A morte de Emanuel Frederico de Souza Valpinges nas circunstâncias conhecidas – ou seria melhor desconhecidas? – veio chamar a atenção do público para o desamparo em que vivem os  homens de talento neste país. Tivesse ele recebido apoio e proteção oficial, provavelmente não estaríamos lamentando a tragédia da semana passada. O caráter excêntrico e rebelde de sua personalidade não deve servir de desculpa para o abandono em que ele viveu os seus últimos anos. Todo gênio é excêntrico e rebelde, e o país que não se esforça por entender seus gênios e conviver com eles está comprometendo seriamente o seu futuro, a menos que deseje viver eternamente da ciência importada. Mas não é hora de apontar culpados. Valpinges foi sacrificado. Se por um lado lamentamos o seu sacrifício, por outro o aceitamos na esperança de que a advertência seja entendida e seguida.

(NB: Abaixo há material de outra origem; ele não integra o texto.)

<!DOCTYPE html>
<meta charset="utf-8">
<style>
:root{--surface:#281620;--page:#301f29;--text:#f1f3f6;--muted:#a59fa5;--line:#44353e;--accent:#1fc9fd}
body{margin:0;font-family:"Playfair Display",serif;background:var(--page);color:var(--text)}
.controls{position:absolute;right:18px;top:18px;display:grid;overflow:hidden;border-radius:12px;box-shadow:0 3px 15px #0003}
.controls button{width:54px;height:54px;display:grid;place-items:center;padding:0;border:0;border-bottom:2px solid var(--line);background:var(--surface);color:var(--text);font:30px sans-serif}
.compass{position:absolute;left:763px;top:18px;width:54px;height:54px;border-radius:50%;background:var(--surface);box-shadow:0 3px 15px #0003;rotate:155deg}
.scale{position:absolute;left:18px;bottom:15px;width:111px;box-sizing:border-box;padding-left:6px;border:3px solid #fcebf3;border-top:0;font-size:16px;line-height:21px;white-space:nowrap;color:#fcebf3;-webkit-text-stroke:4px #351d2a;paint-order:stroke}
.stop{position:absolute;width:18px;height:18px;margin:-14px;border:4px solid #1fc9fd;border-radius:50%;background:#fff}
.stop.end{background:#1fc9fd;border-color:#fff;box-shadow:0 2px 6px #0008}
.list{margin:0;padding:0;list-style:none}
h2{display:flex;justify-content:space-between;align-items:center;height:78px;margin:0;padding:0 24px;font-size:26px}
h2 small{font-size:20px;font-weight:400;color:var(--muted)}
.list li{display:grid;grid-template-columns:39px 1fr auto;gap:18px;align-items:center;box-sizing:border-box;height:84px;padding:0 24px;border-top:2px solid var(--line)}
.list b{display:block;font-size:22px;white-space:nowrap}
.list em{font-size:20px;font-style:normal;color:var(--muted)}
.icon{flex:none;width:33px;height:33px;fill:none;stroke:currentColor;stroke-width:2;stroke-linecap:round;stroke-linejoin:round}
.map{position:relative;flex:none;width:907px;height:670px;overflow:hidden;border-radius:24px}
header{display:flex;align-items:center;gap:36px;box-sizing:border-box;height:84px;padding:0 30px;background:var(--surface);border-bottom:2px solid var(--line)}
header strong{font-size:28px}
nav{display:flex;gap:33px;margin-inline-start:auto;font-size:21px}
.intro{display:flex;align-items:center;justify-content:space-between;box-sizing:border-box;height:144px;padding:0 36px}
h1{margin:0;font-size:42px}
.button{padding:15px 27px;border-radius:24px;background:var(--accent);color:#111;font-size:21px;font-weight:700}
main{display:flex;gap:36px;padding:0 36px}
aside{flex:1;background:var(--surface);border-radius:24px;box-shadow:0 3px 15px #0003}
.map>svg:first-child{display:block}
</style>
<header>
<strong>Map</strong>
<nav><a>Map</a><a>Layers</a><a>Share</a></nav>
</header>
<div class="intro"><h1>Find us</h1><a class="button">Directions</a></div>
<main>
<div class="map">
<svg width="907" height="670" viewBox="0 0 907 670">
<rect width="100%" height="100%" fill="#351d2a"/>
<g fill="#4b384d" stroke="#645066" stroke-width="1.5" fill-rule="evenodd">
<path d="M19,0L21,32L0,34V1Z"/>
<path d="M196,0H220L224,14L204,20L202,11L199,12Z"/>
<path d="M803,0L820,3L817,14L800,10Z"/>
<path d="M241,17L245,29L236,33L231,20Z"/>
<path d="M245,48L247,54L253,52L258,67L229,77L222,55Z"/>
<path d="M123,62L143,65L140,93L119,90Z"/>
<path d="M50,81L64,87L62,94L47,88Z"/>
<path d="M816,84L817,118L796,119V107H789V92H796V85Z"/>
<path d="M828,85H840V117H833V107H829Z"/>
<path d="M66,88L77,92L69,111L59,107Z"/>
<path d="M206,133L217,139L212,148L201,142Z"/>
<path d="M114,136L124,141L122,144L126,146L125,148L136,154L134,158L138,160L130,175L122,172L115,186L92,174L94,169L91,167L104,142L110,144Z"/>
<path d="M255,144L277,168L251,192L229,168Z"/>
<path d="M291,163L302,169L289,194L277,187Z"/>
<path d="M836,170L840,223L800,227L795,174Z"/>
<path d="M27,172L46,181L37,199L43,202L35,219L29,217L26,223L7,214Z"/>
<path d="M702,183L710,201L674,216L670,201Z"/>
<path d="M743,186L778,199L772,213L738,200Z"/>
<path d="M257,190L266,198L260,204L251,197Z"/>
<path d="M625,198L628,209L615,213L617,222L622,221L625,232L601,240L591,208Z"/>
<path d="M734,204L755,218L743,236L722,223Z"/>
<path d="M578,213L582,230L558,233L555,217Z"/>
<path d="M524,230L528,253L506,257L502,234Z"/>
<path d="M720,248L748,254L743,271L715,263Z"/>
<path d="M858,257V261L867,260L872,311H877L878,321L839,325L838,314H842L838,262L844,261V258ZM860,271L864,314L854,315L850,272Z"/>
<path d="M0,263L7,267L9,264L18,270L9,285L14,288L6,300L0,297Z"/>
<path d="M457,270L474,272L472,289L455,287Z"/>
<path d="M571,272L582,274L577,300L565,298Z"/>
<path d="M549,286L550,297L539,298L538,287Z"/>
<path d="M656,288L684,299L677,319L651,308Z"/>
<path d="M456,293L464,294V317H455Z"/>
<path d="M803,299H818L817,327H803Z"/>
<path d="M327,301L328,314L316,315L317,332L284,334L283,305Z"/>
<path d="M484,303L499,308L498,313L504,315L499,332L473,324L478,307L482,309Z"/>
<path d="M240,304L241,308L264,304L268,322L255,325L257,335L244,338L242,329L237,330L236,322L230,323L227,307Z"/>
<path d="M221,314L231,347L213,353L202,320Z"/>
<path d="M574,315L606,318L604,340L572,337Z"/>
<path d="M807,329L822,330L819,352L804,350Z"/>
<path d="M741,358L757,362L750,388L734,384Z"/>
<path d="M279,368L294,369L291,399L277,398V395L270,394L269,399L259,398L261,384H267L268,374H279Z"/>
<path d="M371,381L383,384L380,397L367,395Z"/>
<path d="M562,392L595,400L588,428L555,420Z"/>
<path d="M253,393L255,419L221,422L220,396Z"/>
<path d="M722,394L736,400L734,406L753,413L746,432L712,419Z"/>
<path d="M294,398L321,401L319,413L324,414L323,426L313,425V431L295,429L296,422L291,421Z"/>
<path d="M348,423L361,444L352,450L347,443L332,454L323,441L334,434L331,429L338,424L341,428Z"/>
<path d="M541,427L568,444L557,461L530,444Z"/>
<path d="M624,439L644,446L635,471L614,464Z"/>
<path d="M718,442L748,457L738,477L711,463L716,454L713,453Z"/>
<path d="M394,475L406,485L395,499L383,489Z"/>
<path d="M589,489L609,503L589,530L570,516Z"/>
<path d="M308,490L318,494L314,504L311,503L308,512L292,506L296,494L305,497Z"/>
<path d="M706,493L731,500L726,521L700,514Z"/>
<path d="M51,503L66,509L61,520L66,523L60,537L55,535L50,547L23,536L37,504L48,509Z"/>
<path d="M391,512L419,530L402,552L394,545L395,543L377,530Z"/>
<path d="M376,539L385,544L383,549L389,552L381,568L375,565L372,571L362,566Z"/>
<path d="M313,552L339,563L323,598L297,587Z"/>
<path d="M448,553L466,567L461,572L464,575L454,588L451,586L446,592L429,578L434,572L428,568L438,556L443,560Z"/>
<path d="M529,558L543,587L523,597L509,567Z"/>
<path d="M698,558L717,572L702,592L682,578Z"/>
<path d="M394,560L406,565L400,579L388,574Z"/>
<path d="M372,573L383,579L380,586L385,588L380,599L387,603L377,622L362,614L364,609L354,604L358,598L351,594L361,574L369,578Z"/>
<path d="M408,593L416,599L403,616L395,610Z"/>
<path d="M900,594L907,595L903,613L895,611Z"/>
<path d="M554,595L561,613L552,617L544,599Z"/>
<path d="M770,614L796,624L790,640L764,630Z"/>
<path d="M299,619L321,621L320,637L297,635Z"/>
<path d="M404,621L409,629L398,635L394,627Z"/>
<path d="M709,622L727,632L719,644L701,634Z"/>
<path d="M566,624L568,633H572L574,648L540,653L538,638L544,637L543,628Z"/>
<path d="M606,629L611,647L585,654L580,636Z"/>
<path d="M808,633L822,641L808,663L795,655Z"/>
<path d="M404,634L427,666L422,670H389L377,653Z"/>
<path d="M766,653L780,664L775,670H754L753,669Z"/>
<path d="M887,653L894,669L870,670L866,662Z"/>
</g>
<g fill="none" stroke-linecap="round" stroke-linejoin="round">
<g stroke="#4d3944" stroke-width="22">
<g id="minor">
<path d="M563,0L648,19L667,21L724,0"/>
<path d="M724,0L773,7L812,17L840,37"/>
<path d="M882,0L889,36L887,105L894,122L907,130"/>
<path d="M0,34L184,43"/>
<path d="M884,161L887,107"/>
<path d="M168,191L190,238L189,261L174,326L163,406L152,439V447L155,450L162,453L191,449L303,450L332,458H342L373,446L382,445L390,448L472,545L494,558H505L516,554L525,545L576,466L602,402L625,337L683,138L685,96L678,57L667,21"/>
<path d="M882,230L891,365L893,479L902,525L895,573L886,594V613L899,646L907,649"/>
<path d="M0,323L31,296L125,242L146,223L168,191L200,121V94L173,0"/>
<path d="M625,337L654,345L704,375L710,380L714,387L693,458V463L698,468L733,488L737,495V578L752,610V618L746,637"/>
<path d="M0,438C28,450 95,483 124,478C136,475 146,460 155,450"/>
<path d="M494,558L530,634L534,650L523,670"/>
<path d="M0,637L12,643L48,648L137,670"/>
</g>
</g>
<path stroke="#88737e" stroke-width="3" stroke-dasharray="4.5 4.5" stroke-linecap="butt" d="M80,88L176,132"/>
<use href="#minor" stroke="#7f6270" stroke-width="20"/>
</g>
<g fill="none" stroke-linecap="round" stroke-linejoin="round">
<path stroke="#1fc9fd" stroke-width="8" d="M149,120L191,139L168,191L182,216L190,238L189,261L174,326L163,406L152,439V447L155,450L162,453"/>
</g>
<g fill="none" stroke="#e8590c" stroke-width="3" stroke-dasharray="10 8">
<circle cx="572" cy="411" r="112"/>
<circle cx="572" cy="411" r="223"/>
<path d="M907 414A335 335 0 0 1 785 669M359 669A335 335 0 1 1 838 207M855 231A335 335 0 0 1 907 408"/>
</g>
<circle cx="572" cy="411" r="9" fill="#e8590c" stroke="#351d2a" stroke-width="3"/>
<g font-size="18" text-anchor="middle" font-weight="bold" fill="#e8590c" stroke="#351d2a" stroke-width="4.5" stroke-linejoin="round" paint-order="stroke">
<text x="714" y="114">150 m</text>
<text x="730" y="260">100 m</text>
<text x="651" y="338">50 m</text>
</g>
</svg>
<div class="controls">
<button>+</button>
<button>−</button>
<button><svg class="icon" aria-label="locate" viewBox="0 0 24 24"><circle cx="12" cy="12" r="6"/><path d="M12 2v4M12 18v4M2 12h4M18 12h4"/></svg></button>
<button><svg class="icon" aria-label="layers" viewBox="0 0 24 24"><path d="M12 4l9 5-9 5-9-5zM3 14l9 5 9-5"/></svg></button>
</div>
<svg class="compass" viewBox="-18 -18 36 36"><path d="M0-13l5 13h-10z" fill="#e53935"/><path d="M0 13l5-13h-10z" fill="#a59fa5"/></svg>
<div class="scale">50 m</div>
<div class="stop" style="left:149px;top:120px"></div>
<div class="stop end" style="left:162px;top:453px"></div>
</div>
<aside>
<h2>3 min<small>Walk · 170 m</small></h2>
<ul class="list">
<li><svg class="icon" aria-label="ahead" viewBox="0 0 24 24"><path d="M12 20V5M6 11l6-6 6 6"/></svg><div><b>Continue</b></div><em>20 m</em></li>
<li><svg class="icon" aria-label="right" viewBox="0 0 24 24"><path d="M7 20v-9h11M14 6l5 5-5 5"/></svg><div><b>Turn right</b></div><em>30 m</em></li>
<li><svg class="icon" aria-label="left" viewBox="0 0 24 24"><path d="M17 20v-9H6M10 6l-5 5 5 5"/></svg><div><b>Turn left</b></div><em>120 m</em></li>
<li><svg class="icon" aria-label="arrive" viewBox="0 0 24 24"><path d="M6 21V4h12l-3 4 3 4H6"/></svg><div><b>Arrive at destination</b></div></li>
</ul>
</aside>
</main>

              Conheci Emanuel Valpinges no ponto mais alto de sua carreira, quando ele recusou a direção do laboratório de psicofísica de Princeton  por discordar do compromisso de apresentar relatórios trimestrais. Valpinges tinha horror a escrever fosse o que fosse. Mesmo suas anotações de trabalho continham menos que o essencial, porque ele confiava muito na memória. (É possível também que ele as fizesse propositalmente truncadas para evitar a pirataria comum nos locais de pesquisa.)

           Do homem Valpinges só sei o que é do conhecimento geral: que nasceu em um subúrbio pobre de Campinas, aprendeu a ler em sua casa com a mãe doceira, vendeu doces na rua, brigou com outros garotos para defender a mercadoria; trabalhou como aprendiz de alfaiate, chegando a calceiro, foi enrolador de tapetes num circo, carregou malas na estação da antiga SPR – e depois da morte da mãe desapareceu da cidade. Ninguém notou a falta, porque ninguém tinha notado também a presença.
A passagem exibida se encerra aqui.